_Given information:_
☆ ☆ ☆ ☆ ☆ ☆ ☆
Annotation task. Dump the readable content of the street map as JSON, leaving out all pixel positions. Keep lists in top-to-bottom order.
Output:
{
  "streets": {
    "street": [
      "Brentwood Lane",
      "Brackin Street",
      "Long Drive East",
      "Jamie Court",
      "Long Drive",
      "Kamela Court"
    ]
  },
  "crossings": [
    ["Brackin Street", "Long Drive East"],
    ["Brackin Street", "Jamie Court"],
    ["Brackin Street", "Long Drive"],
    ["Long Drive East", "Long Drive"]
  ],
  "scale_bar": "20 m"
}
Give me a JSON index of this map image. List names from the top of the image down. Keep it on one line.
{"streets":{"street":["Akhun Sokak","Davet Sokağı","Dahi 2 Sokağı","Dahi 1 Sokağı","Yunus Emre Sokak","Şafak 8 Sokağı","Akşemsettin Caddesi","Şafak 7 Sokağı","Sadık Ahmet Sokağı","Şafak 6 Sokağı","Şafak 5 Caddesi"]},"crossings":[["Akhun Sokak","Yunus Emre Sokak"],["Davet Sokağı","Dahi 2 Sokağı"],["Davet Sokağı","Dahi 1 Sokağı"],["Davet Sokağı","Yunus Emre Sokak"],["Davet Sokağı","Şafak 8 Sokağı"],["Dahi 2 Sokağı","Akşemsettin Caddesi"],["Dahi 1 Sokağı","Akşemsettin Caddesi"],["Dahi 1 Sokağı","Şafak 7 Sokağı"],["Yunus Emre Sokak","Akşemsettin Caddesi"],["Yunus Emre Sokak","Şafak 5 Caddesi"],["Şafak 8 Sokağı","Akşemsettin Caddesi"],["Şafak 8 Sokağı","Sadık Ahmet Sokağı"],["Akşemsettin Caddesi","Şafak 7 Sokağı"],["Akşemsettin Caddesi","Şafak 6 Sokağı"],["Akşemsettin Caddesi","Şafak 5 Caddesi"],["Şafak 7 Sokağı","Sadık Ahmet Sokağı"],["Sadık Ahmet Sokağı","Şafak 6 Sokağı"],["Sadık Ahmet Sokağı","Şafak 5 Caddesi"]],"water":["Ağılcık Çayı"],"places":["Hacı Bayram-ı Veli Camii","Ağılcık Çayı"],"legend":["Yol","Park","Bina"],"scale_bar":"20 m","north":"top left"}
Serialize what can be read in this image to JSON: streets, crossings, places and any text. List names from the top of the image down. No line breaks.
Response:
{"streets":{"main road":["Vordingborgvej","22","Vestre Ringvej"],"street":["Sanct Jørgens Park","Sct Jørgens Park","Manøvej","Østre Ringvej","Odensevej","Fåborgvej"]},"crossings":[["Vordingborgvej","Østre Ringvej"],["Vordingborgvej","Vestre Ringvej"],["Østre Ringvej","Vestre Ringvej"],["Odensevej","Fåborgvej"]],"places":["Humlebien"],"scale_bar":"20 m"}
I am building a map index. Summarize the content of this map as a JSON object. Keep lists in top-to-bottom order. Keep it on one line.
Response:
☆ ☆ ☆ ☆ ☆ ☆ ☆
Retype the listing above in full, with no alterations.

_Expected output:_
Annotation task. Dump the readable content of the street map as JSON, leaving out all pixel positions. Keep lists in top-to-bottom order.
Output:
{
  "streets": {
    "street": [
      "Brentwood Lane",
      "Brackin Street",
      "Long Drive East",
      "Jamie Court",
      "Long Drive",
      "Kamela Court"
    ]
  },
  "crossings": [
    ["Brackin Street", "Long Drive East"],
    ["Brackin Street", "Jamie Court"],
    ["Brackin Street", "Long Drive"],
    ["Long Drive East", "Long Drive"]
  ],
  "scale_bar": "20 m"
}
Give me a JSON index of this map image. List names from the top of the image down. Keep it on one line.
{"streets":{"street":["Akhun Sokak","Davet Sokağı","Dahi 2 Sokağı","Dahi 1 Sokağı","Yunus Emre Sokak","Şafak 8 Sokağı","Akşemsettin Caddesi","Şafak 7 Sokağı","Sadık Ahmet Sokağı","Şafak 6 Sokağı","Şafak 5 Caddesi"]},"crossings":[["Akhun Sokak","Yunus Emre Sokak"],["Davet Sokağı","Dahi 2 Sokağı"],["Davet Sokağı","Dahi 1 Sokağı"],["Davet Sokağı","Yunus Emre Sokak"],["Davet Sokağı","Şafak 8 Sokağı"],["Dahi 2 Sokağı","Akşemsettin Caddesi"],["Dahi 1 Sokağı","Akşemsettin Caddesi"],["Dahi 1 Sokağı","Şafak 7 Sokağı"],["Yunus Emre Sokak","Akşemsettin Caddesi"],["Yunus Emre Sokak","Şafak 5 Caddesi"],["Şafak 8 Sokağı","Akşemsettin Caddesi"],["Şafak 8 Sokağı","Sadık Ahmet Sokağı"],["Akşemsettin Caddesi","Şafak 7 Sokağı"],["Akşemsettin Caddesi","Şafak 6 Sokağı"],["Akşemsettin Caddesi","Şafak 5 Caddesi"],["Şafak 7 Sokağı","Sadık Ahmet Sokağı"],["Sadık Ahmet Sokağı","Şafak 6 Sokağı"],["Sadık Ahmet Sokağı","Şafak 5 Caddesi"]],"water":["Ağılcık Çayı"],"places":["Hacı Bayram-ı Veli Camii","Ağılcık Çayı"],"legend":["Yol","Park","Bina"],"scale_bar":"20 m","north":"top left"}
Serialize what can be read in this image to JSON: streets, crossings, places and any text. List names from the top of the image down. No line breaks.
Response:
{"streets":{"main road":["Vordingborgvej","22","Vestre Ringvej"],"street":["Sanct Jørgens Park","Sct Jørgens Park","Manøvej","Østre Ringvej","Odensevej","Fåborgvej"]},"crossings":[["Vordingborgvej","Østre Ringvej"],["Vordingborgvej","Vestre Ringvej"],["Østre Ringvej","Vestre Ringvej"],["Odensevej","Fåborgvej"]],"places":["Humlebien"],"scale_bar":"20 m"}
I am building a map index. Summarize the content of this map as a JSON object. Keep lists in top-to-bottom order. Keep it on one line.
Response:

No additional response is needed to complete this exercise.